Fitness Equipment Guide
Our comprehensive guide to fitness equipment gives you advice on the all of our gym equipment available to hire.
Treadmills are great for an all over body work out which exercises both the upper and lower muscle groups at the same time. They're a great choice for anyone from a beginner who's new to exercise to an experienced athlete. Hire a treadmill from us and you will see that it simulates the action of walking, jogging or running and a good aerobic workout can be achieved with all 3 activities. Treadmills are essential to running enthusiasts as they compliment outdoor running; they're particularly useful when the weather is either bad in the winter, or just too hot and sunny in the summer. Using a treadmill is not only less stressful on your joints than running on the road, it's also much safer than dodging the traffic or risking passing traffic on country lanes.

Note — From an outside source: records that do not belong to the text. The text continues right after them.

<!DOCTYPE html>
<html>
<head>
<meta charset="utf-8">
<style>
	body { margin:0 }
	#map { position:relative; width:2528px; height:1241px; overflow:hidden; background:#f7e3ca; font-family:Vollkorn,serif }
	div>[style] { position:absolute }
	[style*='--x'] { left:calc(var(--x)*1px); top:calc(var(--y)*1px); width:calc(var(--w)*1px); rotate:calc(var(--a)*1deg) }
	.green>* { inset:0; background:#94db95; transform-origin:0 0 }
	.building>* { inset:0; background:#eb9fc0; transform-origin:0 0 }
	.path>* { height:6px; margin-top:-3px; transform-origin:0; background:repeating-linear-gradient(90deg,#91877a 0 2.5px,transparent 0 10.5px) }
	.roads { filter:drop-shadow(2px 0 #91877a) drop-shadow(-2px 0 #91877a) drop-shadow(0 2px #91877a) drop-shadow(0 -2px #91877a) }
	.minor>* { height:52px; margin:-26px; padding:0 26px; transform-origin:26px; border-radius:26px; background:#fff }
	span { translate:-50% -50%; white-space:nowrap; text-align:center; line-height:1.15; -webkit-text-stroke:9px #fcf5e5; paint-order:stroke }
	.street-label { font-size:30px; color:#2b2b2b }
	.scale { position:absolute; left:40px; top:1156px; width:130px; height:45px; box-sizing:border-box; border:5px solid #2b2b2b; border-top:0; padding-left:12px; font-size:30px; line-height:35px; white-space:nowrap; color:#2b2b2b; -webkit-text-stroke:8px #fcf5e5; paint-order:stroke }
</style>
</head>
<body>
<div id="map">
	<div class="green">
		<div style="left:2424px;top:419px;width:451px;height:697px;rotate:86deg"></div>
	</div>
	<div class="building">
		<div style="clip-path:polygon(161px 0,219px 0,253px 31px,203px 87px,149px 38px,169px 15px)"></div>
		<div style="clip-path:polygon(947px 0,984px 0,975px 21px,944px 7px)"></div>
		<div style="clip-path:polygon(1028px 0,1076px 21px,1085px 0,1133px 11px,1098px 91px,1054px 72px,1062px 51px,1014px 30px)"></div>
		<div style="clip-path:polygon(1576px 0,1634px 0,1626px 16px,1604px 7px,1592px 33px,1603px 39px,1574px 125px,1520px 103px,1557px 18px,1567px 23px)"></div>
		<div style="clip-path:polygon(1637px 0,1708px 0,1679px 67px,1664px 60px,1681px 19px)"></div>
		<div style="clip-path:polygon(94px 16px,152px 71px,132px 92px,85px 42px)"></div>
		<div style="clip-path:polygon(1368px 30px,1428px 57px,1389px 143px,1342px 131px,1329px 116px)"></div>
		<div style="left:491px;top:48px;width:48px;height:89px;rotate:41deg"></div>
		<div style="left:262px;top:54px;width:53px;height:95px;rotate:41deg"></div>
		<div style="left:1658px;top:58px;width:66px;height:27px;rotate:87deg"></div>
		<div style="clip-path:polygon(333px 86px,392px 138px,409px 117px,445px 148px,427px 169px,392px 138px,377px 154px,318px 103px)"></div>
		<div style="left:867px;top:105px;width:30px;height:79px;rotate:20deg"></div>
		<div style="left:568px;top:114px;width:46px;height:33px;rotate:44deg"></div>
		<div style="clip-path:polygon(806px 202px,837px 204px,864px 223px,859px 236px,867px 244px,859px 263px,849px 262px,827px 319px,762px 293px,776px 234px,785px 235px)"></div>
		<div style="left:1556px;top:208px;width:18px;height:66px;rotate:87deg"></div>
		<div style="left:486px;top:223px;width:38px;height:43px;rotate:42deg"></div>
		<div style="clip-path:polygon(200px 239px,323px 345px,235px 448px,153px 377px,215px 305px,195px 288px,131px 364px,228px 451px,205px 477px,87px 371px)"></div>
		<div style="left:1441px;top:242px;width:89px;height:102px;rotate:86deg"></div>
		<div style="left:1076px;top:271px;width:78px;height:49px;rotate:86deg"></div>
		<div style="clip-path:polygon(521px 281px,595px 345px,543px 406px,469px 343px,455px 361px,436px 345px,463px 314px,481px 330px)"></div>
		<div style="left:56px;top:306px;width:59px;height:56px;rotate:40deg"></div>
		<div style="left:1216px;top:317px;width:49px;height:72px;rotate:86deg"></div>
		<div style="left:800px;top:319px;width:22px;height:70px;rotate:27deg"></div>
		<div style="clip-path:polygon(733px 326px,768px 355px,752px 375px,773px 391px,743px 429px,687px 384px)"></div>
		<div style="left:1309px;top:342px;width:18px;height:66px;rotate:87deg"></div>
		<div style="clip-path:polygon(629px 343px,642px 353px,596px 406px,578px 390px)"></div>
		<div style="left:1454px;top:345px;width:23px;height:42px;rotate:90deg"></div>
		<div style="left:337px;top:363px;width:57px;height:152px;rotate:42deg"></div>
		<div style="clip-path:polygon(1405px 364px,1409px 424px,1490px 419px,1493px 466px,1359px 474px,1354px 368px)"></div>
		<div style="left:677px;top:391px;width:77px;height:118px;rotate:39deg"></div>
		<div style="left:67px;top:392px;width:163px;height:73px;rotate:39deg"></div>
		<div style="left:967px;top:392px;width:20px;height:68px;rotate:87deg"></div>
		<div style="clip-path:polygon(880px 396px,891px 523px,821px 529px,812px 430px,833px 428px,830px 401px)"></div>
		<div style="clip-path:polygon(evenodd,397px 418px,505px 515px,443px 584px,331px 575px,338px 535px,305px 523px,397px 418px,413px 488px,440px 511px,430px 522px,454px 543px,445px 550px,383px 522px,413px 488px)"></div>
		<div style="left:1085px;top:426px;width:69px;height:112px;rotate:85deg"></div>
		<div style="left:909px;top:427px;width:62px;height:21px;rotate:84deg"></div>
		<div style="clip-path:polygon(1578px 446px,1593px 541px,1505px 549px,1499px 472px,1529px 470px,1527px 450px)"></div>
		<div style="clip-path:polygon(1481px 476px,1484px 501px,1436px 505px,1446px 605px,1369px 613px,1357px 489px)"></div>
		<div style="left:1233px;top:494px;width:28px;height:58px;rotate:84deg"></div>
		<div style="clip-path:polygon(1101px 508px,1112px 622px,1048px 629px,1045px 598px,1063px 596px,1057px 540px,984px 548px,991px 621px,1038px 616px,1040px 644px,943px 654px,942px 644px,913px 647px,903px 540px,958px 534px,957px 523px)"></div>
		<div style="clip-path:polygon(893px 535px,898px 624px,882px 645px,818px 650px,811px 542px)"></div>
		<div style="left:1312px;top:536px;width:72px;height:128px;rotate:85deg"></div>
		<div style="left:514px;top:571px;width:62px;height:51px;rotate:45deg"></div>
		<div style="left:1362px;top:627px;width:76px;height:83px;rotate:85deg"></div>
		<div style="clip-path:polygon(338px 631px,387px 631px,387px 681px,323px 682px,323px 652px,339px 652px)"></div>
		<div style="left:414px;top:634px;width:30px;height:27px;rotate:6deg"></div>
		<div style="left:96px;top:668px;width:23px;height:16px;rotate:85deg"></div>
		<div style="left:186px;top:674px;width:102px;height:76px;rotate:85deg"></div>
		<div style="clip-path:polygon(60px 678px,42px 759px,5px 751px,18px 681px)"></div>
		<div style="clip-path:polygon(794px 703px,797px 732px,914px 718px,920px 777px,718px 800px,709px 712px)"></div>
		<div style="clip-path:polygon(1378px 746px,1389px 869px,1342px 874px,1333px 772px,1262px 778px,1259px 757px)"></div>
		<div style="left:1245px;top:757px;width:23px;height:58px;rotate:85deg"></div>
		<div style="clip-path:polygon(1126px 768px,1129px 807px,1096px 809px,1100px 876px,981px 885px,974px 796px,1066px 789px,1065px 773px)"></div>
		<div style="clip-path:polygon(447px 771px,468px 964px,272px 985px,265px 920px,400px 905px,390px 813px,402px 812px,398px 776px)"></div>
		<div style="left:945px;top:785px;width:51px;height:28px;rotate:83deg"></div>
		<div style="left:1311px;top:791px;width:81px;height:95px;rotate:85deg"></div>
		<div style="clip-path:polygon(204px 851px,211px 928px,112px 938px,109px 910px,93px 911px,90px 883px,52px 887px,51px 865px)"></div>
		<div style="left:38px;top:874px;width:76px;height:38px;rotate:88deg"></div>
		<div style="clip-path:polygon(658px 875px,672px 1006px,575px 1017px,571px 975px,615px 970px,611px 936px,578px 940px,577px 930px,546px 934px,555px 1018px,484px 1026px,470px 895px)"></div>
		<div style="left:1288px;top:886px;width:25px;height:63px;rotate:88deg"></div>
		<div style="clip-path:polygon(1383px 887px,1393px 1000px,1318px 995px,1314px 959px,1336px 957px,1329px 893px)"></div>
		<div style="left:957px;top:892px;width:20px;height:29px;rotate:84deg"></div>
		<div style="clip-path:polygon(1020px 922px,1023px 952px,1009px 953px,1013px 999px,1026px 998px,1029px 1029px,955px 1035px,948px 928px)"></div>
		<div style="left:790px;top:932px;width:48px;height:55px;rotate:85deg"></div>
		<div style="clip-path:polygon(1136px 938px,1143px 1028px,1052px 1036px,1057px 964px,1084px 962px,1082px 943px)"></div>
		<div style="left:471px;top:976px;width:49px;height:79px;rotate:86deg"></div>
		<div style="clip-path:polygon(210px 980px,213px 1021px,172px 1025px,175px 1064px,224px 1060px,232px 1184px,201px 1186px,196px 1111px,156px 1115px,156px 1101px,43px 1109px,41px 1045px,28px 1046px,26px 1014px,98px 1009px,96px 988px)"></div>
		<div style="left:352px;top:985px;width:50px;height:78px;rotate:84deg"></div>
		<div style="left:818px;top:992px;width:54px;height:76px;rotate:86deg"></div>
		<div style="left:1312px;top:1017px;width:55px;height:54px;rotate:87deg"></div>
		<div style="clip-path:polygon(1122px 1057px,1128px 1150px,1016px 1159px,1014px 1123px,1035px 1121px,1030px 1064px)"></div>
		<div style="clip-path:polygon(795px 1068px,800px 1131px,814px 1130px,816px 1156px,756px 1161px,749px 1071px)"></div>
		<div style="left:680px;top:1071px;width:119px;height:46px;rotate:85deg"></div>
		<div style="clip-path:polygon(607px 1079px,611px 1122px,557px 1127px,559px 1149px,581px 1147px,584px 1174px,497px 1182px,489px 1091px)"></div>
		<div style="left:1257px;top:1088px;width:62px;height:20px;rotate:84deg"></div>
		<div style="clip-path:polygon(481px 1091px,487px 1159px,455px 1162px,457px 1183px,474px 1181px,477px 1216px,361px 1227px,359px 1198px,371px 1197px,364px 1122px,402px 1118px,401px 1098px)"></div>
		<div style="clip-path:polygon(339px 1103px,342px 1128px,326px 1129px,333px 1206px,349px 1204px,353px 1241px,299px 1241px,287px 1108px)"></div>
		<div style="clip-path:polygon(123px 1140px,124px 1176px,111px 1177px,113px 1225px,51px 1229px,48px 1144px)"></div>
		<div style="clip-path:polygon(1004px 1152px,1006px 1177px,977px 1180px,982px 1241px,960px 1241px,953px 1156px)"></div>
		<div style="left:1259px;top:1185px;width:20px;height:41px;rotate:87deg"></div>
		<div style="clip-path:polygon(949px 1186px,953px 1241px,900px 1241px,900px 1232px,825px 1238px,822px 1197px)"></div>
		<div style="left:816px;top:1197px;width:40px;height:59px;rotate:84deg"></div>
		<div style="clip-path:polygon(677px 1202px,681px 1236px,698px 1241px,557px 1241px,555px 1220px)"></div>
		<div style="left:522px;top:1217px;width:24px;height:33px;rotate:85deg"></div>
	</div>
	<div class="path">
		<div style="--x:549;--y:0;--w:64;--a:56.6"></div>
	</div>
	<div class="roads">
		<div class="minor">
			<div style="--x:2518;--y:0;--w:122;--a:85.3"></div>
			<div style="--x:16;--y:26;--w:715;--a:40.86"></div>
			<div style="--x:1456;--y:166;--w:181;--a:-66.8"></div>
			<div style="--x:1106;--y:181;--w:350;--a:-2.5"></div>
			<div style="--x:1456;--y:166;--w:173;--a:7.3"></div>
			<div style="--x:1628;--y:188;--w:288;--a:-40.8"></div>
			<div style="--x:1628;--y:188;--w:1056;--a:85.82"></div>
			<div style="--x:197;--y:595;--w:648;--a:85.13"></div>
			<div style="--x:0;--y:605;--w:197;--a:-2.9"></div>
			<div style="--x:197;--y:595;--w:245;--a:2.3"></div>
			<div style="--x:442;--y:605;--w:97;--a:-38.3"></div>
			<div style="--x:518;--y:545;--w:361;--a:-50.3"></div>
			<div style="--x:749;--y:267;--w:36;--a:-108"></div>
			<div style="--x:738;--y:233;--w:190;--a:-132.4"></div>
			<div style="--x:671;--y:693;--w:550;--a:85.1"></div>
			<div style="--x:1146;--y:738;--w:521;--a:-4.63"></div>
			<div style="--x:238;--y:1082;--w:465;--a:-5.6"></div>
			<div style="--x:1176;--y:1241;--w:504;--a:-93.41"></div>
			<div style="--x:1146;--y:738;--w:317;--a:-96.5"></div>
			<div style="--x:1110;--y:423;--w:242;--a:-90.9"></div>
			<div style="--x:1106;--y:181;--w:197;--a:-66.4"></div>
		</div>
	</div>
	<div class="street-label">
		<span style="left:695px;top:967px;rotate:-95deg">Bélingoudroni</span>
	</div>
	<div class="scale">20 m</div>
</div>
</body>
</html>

Good quality treadmills like ours have extra cushioned decks to help protect your knee joints and wide, long belts to give you space to run freely. The belts can be set to varying speeds so you can choose to walk, jog or run, depending on your level of fitness and your requirements. Good treadmills allow you to set the incline at a wide range of heights to simulate hill walking/running and to make your work out more challenging. Our treadmills have massive inclines if required so you can push yourself to the limits in order to achieve your own personal fitness goals.
How to use a Treadmill
If you're new to treadmills, it's essential that you take it easy and start slowly. Stand on the deck with your feet a comfortable space apart. Attach the safety clip to your shorts or top so that if you move too far away from the console, the belt will immediately cut out and the treadmill will stop to avoid injury to yourself. Set the belt speed very low at about 2 miles per hour; you can always turn it up once you're used to the movement.
You can hold onto the hand rails if you prefer but it's best to let go as soon as you feel stable enough, so you can exercise your upper body as well.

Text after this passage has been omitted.